South Korea’s brand-new stock exchange Nextrade has bulldozed its way into the country’s $2.4 trillion equity market, stealing nearly 30% of total trading value just months after launching in March. That’s up from under 4% at the start.
The platform’s longer hours and lower fees helped it snatch market share fast; some stocks, like Doosan Enerbility, are now traded more on Nextrade than on the 70-year-old Korea Exchange (KRX).
Nextrade runs 12 hours a day, nearly double KRX’s 6.5-hour window. It opens before the KRX bell rings and keeps trading deep into the evening.
Retail traders have flooded in, especially during the 50-minute pre-market session, which now sees more action than Nextrade’s own post-market hours. On KRX, trading runs from 9 a.m. to 3:30 p.m. On Nextrade, you can buy and sell from early morning till 8 p.m.
Retail traders move to Nextrade en masse for speed and flexibility
The shift has been powered by South Korea’s retail army, often called “ants.” These small traders make up 86% of Nextrade’s activity, pouring cash into crypto, Magnificent Seven stocks, and even leveraged U.S. ETFs. They want speed, longer hours, and cheap fees; and Nextrade apparently delivers.
Here’s the kicker: transaction fees are 20–40% cheaper than KRX. You also get more price-setting options. If you don’t tell your broker which platform to use, it auto-selects the one offering the better deal. This price-based system has helped Nextrade grab order flow quickly.
Nextrade doesn’t support IPOs, but that hasn’t stopped it from exploding in popularity. Foreign investor participation is also climbing, up to 11% from basically zero at launch. Domestic institutions, though, are still mostly sitting out. Korean media blame “system stability worries,” though Nextrade hasn’t had any major outages.
As Nextrade grows, KRX is feeling the pressure. Regulators have been caught flat-footed. They rushed to review rules that cap alternative trading systems (ATS). The Financial Services Commission (FSC) was forced to temporarily lift the 30% single-stock volume cap in September after 500 stocks broke the limit.
If they hadn’t, Nextrade would’ve had to freeze trading on a ton of names. “It would become impossible for investors to trade during their commute to office,” the FSC said in a public statement.
Regulators cap Nextrade’s growth while Seoul pushes U.S. tariff deal
But the 15% overall market volume cap still stands. To stay under that line, Nextrade suspended nearly 150 stocks in August and September. That’s why the platform’s market share by volume is smaller than by value.

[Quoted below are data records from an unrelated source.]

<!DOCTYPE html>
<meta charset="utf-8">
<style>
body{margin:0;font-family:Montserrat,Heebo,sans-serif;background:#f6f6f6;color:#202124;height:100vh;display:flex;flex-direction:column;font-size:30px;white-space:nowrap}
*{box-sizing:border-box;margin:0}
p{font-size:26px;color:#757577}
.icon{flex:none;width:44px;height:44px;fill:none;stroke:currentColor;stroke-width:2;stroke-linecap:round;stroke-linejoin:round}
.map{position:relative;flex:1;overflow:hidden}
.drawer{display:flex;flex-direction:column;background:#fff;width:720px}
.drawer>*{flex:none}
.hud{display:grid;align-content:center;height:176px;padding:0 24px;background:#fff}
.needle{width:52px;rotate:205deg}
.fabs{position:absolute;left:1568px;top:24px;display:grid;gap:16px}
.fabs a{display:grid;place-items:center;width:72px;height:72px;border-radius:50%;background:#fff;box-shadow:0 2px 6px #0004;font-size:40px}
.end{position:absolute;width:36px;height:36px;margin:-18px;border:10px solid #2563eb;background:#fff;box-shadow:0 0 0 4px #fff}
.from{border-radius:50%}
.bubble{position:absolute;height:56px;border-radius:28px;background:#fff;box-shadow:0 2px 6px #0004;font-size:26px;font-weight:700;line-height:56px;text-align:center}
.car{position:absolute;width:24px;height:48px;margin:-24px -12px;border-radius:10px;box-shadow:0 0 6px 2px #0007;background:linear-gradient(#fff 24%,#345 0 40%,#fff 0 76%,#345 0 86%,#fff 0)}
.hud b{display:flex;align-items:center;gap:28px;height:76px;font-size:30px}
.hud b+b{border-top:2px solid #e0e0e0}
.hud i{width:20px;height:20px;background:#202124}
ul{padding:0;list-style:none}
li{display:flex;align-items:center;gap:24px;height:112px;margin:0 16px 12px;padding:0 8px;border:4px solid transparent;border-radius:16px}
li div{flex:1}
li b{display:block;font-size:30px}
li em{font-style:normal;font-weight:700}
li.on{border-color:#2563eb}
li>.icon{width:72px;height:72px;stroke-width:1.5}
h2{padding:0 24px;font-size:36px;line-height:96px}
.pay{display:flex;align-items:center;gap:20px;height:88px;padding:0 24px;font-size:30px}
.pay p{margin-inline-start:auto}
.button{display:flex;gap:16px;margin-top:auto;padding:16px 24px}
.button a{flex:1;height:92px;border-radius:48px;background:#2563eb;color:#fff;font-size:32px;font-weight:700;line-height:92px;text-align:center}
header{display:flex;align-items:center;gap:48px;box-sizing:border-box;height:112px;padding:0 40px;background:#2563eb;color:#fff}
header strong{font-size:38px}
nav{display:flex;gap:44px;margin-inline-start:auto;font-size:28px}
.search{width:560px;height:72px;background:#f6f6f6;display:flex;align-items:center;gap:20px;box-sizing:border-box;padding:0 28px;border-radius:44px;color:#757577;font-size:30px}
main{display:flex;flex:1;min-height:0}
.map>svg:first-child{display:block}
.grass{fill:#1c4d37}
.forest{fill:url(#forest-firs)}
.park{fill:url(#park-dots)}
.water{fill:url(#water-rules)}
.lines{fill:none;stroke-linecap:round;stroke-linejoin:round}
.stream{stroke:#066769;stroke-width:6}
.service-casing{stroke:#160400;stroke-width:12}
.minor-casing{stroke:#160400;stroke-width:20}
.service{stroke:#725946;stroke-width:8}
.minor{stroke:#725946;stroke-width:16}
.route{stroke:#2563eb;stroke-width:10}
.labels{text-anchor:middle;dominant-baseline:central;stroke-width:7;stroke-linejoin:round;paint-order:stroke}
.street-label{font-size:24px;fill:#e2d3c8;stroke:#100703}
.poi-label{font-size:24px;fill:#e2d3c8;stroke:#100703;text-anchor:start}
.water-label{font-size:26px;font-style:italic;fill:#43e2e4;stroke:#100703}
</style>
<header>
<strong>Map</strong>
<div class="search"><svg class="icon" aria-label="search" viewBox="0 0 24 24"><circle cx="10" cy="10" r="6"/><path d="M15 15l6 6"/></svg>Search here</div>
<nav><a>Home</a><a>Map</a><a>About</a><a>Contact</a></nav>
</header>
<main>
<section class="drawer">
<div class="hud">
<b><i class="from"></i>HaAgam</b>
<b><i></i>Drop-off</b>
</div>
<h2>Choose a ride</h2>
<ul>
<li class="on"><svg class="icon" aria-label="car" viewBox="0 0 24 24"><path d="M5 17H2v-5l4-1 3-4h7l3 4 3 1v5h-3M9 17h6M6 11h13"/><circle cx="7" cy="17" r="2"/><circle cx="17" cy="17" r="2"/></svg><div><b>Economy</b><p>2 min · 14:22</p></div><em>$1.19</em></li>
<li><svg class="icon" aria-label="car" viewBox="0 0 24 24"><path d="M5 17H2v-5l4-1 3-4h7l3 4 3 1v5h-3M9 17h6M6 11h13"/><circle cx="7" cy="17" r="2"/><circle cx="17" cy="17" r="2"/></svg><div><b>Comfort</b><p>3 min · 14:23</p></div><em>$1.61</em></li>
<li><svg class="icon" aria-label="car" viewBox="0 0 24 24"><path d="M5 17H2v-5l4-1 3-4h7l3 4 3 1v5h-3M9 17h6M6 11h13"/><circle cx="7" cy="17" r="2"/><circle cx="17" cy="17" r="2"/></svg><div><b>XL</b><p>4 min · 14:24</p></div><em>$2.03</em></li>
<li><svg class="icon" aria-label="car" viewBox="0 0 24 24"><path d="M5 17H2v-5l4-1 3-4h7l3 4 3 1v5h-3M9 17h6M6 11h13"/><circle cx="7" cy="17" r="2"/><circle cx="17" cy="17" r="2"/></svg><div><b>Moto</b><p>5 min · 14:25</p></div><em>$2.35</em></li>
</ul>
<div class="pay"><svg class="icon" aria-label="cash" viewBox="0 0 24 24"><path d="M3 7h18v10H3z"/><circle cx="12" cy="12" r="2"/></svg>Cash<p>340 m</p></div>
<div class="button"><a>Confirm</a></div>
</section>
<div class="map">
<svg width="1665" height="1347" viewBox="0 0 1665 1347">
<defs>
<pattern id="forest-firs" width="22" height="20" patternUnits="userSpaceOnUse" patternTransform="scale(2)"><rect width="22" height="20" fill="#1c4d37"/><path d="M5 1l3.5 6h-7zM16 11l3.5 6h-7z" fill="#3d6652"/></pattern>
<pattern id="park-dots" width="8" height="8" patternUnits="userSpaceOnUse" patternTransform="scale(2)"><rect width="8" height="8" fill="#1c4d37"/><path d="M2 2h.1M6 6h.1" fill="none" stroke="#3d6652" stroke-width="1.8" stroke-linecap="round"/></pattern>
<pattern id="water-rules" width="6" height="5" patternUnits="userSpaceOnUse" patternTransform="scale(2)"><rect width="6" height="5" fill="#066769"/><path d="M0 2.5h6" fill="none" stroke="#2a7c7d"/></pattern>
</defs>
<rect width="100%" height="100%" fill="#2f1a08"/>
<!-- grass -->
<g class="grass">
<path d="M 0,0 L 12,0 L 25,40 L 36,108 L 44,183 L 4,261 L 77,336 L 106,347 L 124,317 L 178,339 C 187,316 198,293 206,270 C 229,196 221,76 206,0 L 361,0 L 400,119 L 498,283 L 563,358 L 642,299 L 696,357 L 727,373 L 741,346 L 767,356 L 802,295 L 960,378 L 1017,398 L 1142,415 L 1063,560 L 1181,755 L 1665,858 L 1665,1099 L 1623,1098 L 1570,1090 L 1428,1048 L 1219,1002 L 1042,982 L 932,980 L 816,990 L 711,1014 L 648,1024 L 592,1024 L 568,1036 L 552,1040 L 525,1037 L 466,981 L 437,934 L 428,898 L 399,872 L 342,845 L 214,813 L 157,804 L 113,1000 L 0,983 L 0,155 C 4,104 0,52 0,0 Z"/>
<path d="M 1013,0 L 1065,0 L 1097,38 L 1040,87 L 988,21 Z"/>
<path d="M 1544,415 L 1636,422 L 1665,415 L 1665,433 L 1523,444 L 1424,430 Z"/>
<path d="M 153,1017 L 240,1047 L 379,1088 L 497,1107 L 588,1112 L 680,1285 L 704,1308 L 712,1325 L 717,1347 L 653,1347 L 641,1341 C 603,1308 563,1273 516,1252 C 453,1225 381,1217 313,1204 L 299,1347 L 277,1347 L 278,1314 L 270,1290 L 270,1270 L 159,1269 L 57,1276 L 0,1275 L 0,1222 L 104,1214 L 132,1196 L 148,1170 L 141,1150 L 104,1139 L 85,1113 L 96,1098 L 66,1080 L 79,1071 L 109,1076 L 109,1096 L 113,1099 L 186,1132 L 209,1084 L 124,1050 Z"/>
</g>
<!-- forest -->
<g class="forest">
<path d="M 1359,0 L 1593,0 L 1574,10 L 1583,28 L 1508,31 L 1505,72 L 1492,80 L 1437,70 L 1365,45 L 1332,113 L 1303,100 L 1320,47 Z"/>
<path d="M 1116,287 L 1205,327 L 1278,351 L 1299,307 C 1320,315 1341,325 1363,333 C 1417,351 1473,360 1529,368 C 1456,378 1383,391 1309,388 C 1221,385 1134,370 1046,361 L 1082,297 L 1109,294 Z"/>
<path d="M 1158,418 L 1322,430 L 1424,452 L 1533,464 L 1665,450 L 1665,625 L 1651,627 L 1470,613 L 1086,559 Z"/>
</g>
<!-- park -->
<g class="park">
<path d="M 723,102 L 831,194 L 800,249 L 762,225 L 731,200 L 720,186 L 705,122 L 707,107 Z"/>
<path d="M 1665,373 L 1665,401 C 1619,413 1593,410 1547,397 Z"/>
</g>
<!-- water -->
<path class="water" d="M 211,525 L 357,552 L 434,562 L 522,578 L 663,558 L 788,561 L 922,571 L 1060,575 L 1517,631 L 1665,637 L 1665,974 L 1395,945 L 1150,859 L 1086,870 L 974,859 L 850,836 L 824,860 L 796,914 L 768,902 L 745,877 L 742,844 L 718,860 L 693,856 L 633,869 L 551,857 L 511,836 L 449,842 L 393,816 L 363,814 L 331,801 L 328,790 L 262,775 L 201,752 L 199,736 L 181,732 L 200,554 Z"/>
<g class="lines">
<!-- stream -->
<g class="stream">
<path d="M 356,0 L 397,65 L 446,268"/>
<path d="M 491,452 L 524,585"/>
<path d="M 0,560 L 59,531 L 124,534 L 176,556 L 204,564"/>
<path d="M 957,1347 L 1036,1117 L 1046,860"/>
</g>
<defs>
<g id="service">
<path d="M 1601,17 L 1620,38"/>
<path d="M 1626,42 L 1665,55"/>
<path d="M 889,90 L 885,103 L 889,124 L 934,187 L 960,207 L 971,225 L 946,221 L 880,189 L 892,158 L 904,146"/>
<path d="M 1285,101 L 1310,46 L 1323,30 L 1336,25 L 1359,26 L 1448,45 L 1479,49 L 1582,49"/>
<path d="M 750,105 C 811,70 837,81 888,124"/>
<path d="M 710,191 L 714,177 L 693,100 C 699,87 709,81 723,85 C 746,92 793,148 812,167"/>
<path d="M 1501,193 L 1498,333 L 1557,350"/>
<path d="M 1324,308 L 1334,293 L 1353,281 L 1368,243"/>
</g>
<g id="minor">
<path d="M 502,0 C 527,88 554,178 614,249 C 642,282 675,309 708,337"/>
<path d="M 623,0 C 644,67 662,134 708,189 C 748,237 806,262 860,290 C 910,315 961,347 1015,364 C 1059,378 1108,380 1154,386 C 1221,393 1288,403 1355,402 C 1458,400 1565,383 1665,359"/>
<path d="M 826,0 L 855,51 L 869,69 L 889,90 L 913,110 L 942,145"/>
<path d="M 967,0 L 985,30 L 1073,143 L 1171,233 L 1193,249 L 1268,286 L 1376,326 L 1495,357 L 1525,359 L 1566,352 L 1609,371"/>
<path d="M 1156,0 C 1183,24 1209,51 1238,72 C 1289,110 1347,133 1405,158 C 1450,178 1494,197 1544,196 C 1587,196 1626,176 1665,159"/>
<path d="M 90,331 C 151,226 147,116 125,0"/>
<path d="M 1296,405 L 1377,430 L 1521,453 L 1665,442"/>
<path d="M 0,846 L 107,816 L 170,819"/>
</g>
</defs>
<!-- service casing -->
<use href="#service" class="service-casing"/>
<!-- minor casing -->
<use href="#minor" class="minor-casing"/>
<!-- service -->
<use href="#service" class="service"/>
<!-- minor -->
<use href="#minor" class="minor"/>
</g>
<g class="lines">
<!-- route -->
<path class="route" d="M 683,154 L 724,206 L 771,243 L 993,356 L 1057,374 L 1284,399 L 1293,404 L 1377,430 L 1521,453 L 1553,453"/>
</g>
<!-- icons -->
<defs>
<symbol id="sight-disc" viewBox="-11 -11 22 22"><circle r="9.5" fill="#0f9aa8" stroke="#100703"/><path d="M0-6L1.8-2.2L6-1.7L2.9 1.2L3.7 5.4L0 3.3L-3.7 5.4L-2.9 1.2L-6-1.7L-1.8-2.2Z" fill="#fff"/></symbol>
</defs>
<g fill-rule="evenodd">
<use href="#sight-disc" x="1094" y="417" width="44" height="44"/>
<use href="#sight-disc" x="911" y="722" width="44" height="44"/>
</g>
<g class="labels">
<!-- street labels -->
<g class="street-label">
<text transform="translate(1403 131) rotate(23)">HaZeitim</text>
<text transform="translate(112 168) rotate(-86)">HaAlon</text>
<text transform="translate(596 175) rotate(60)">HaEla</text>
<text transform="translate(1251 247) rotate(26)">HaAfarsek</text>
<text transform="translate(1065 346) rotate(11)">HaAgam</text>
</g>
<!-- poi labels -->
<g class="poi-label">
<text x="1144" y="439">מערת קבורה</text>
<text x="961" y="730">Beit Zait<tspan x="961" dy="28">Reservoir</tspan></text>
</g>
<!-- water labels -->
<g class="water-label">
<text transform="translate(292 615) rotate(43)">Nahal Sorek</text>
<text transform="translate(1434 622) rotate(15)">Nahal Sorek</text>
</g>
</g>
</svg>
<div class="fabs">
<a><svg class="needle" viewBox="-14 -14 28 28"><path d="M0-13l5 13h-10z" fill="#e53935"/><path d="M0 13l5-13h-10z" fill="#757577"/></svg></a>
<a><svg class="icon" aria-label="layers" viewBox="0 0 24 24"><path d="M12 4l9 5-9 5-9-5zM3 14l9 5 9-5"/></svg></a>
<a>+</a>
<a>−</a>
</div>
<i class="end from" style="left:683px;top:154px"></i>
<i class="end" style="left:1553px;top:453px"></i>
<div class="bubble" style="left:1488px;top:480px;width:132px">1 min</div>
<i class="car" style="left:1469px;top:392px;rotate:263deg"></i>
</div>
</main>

Compare that to the U.S., where 80+ ATS platforms handle just 20% of market value, or Japan, where three ATS players split just 10%. Nextrade’s growth is reportedly on another level.
“It’s unprecedented globally,” said Kang Sohyun, senior research fellow at the Korea Capital Market Institute. “If you look at other similar markets with one large exchange and smaller bourses, such as Australia and Japan, Nextrade’s expansion has been very rapid.”
The legal foundation for Nextrade was laid way back in 2013, part of South Korea’s plan to modernize its capital markets. But things stalled until 2023, when Nextrade got preliminary approval. Its CEO, Kim Haksoo, used to be a financial regulator himself.
Meanwhile, South Korea’s broader economic strategy is shifting fast. Presidential policy chief Kim Yong-beom said Sunday the country had made “substantial progress” in tariff talks with the United States.
Kim, alongside Seoul’s industry minister and other officials, met U.S. negotiators in Washington last week. At stake is a $350 billion investment fund, key to a deal that capped U.S. tariffs on Korean goods at 15%.
That same weekend, top Korean tycoons, from Hyundai Motor, SK Inc., and Hanwha, played golf for over seven hours with Donald Trump at Mar-a-Lago. Executives from Japan and Taiwan also joined, according to Yonhap and other local media. Trade and investment likely came up.
Trump, who often mixes business with golf, has used the Florida estate for dealmaking with global power players. And with the Asia-Pacific Economic Cooperation summit around the corner, Kim said the odds of finalizing a trade deal have now “increased.”